Information
=== Begin Enclosure ===
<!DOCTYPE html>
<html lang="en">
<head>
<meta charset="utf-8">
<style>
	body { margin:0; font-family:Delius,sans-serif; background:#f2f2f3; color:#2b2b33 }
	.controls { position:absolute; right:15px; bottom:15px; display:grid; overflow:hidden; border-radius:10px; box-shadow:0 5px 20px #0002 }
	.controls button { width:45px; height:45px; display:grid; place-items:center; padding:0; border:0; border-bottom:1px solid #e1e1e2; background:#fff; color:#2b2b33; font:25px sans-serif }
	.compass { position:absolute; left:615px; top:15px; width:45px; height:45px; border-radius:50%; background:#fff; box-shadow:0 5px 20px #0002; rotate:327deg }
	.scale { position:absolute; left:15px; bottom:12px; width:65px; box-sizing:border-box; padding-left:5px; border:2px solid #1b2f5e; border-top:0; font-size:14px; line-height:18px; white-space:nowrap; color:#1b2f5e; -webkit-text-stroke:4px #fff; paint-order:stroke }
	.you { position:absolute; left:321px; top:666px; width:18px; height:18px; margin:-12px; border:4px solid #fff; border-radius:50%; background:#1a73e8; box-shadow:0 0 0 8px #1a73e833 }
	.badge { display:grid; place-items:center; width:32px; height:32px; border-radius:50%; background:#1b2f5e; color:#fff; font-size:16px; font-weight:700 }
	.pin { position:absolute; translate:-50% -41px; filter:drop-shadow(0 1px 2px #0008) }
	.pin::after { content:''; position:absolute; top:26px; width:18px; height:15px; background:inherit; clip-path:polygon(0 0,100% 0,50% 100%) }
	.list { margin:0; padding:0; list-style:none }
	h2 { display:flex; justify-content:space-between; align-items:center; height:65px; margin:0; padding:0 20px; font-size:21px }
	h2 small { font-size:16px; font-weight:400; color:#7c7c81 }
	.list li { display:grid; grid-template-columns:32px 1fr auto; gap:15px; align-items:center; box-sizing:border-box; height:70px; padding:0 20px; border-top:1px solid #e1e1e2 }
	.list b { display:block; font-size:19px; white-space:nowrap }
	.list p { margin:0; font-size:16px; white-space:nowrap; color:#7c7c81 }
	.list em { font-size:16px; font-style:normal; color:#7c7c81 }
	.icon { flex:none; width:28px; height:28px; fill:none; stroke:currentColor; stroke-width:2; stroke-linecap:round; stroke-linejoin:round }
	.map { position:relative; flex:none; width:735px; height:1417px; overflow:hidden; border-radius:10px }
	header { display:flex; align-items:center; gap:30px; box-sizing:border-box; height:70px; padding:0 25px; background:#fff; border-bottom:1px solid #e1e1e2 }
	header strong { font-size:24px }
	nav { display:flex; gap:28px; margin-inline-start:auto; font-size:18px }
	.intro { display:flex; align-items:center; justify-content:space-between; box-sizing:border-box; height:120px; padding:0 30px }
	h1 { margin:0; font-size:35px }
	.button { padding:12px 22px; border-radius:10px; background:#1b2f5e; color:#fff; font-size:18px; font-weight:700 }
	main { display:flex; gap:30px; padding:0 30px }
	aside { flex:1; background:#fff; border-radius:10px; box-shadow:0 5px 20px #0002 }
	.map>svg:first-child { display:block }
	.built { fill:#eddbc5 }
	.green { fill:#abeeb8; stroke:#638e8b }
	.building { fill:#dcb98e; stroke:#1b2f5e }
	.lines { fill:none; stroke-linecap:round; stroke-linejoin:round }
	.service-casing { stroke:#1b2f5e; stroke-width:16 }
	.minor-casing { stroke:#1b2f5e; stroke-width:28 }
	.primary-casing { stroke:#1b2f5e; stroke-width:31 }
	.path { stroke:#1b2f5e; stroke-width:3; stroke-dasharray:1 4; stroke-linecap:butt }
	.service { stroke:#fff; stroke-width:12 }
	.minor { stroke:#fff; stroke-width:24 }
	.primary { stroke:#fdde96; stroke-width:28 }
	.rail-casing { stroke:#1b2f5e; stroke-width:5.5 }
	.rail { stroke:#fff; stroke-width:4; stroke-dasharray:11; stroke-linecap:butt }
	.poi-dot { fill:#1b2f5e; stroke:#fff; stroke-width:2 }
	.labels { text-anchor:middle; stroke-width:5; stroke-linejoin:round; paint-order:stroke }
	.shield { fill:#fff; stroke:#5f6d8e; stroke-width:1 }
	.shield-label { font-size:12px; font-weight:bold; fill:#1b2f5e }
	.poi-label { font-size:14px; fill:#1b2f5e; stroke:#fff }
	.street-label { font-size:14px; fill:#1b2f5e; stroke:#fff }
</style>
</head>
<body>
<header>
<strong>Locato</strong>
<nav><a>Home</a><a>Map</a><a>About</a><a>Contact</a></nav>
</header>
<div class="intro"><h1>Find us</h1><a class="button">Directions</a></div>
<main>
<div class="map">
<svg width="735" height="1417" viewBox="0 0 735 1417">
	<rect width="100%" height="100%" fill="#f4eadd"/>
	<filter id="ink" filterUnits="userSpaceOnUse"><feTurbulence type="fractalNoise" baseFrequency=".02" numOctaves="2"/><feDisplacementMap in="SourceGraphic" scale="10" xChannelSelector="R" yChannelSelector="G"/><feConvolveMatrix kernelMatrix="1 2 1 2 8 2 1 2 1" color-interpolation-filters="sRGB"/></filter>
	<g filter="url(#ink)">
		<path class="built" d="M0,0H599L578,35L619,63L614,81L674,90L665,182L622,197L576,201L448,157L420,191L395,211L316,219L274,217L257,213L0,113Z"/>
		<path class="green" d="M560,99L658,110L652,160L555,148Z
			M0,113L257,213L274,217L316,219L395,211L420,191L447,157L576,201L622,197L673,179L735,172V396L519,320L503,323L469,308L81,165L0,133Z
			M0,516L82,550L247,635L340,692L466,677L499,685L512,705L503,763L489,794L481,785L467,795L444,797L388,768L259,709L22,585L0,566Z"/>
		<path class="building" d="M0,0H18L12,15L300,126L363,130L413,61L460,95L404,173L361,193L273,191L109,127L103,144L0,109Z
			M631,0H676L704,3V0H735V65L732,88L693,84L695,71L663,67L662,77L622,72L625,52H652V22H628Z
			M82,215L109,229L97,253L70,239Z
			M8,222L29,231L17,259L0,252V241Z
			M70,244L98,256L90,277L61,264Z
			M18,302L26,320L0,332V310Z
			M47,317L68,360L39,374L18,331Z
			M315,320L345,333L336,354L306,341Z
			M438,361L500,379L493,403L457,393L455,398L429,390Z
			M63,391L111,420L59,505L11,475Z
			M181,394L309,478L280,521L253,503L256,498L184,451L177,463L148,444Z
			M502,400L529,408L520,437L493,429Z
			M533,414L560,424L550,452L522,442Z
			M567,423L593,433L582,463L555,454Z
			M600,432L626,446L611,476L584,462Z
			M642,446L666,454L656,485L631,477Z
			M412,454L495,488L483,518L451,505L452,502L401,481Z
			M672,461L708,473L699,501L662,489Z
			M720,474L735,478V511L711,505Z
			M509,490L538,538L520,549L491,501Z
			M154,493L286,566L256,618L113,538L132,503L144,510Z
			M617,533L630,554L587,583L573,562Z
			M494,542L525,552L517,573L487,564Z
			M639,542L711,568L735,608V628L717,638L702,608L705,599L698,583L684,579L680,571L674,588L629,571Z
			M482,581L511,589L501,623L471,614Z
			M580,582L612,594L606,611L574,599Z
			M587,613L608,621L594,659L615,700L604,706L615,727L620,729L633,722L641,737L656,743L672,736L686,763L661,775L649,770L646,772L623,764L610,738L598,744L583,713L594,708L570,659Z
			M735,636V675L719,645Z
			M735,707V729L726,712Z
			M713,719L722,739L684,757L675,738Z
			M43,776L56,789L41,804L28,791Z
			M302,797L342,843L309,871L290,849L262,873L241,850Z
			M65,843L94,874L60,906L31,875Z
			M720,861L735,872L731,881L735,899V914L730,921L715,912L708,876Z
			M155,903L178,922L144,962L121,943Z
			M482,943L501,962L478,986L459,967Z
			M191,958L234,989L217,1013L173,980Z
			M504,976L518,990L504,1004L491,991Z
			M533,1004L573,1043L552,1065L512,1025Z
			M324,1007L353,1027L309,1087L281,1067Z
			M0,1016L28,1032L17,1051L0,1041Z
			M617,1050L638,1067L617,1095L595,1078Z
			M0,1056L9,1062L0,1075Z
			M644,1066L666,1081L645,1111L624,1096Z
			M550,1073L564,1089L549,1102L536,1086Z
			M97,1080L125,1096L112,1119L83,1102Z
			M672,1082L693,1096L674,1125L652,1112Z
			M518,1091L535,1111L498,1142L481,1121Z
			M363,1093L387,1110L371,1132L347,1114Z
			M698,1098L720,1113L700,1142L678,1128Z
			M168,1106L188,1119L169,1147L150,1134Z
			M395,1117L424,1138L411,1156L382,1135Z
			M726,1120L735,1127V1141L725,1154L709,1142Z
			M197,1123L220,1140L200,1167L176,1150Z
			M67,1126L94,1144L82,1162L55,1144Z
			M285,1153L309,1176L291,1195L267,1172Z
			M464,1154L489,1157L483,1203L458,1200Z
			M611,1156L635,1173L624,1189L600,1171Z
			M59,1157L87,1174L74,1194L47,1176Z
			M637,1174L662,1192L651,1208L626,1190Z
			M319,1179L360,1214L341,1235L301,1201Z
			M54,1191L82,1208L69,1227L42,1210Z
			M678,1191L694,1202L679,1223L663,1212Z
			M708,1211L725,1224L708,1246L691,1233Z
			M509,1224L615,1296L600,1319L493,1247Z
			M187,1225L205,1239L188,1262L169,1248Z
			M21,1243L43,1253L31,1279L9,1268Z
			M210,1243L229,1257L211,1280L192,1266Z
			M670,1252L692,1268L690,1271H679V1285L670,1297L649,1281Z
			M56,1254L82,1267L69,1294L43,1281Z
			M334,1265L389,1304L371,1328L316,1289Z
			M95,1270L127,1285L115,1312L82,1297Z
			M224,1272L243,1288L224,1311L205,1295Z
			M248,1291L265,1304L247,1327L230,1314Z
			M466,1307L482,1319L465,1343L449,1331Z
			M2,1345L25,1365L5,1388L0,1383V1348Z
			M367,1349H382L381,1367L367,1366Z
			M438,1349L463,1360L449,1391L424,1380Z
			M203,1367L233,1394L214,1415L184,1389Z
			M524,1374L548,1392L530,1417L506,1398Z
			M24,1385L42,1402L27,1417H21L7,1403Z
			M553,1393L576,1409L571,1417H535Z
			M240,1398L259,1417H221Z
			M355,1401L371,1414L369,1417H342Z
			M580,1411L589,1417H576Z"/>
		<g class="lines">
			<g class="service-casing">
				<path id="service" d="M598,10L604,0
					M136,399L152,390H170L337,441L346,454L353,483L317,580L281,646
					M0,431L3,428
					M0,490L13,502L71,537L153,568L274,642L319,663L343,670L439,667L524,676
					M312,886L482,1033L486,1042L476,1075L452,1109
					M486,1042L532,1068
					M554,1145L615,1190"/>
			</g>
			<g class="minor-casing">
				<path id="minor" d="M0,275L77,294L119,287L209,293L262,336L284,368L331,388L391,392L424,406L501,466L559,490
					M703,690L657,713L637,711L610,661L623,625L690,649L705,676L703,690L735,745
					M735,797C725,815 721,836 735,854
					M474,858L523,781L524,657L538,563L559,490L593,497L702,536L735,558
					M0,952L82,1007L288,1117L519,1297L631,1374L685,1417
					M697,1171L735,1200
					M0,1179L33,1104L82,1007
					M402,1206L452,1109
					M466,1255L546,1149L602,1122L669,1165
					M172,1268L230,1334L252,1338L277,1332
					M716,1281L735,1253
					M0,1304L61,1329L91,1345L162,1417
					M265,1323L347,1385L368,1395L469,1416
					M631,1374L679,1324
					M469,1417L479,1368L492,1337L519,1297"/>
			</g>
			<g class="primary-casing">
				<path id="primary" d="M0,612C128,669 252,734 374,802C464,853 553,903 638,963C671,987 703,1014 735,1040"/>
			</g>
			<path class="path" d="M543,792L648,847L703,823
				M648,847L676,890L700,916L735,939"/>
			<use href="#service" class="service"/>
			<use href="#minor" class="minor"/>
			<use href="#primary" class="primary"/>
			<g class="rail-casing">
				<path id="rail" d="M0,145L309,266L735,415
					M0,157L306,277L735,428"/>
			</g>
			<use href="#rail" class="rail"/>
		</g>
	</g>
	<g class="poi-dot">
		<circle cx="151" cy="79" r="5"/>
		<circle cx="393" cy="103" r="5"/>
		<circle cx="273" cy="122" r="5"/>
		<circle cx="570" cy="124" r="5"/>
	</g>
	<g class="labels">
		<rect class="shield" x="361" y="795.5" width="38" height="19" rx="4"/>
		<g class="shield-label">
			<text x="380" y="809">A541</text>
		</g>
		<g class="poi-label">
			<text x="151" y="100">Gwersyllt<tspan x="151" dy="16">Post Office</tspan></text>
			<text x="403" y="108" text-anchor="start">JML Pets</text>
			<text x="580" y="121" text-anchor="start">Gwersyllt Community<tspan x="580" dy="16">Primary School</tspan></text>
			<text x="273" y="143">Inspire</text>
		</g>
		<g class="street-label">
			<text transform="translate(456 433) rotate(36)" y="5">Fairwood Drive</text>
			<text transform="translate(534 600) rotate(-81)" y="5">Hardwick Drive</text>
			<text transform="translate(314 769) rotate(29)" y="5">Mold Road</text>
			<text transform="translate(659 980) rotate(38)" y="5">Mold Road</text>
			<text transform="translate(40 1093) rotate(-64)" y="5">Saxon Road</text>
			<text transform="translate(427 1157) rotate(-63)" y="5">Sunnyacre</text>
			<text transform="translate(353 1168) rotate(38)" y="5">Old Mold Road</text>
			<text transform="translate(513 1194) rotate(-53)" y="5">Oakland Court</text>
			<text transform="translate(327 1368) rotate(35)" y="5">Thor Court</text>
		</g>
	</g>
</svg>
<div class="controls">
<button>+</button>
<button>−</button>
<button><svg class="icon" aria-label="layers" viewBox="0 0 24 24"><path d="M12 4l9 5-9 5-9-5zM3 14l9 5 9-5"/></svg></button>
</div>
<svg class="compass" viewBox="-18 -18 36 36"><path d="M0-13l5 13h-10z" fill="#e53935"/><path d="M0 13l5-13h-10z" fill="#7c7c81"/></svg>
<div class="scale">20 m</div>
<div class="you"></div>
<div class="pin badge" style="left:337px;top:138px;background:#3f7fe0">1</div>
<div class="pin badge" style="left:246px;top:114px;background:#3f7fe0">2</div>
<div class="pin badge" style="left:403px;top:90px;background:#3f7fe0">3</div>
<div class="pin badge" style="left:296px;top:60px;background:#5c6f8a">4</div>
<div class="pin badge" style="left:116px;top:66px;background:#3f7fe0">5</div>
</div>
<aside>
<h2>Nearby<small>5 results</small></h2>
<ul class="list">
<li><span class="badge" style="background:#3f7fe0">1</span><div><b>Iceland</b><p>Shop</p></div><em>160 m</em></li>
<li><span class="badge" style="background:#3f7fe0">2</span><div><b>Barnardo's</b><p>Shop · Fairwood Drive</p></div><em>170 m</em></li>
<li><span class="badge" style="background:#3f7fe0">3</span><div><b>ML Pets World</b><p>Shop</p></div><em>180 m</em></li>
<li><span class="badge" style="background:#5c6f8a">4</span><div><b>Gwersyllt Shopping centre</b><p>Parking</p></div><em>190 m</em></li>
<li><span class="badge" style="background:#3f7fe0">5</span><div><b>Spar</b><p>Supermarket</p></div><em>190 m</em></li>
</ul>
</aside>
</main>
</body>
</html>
=== End Enclosure ===
Try it
Find the lines above with the word "scale". Copy them out.

Task result
	.scale { position:absolute; left:15px; bottom:12px; width:65px; box-sizing:border-box; padding-left:5px; border:2px solid #1b2f5e; border-top:0; font-size:14px; line-height:18px; white-space:nowrap; color:#1b2f5e; -webkit-text-stroke:4px #fff; paint-order:stroke }
	<filter id="ink" filterUnits="userSpaceOnUse"><feTurbulence type="fractalNoise" baseFrequency=".02" numOctaves="2"/><feDisplacementMap in="SourceGraphic" scale="10" xChannelSelector="R" yChannelSelector="G"/><feConvolveMatrix kernelMatrix="1 2 1 2 8 2 1 2 1" color-interpolation-filters="sRGB"/></filter>
<div class="scale">20 m</div>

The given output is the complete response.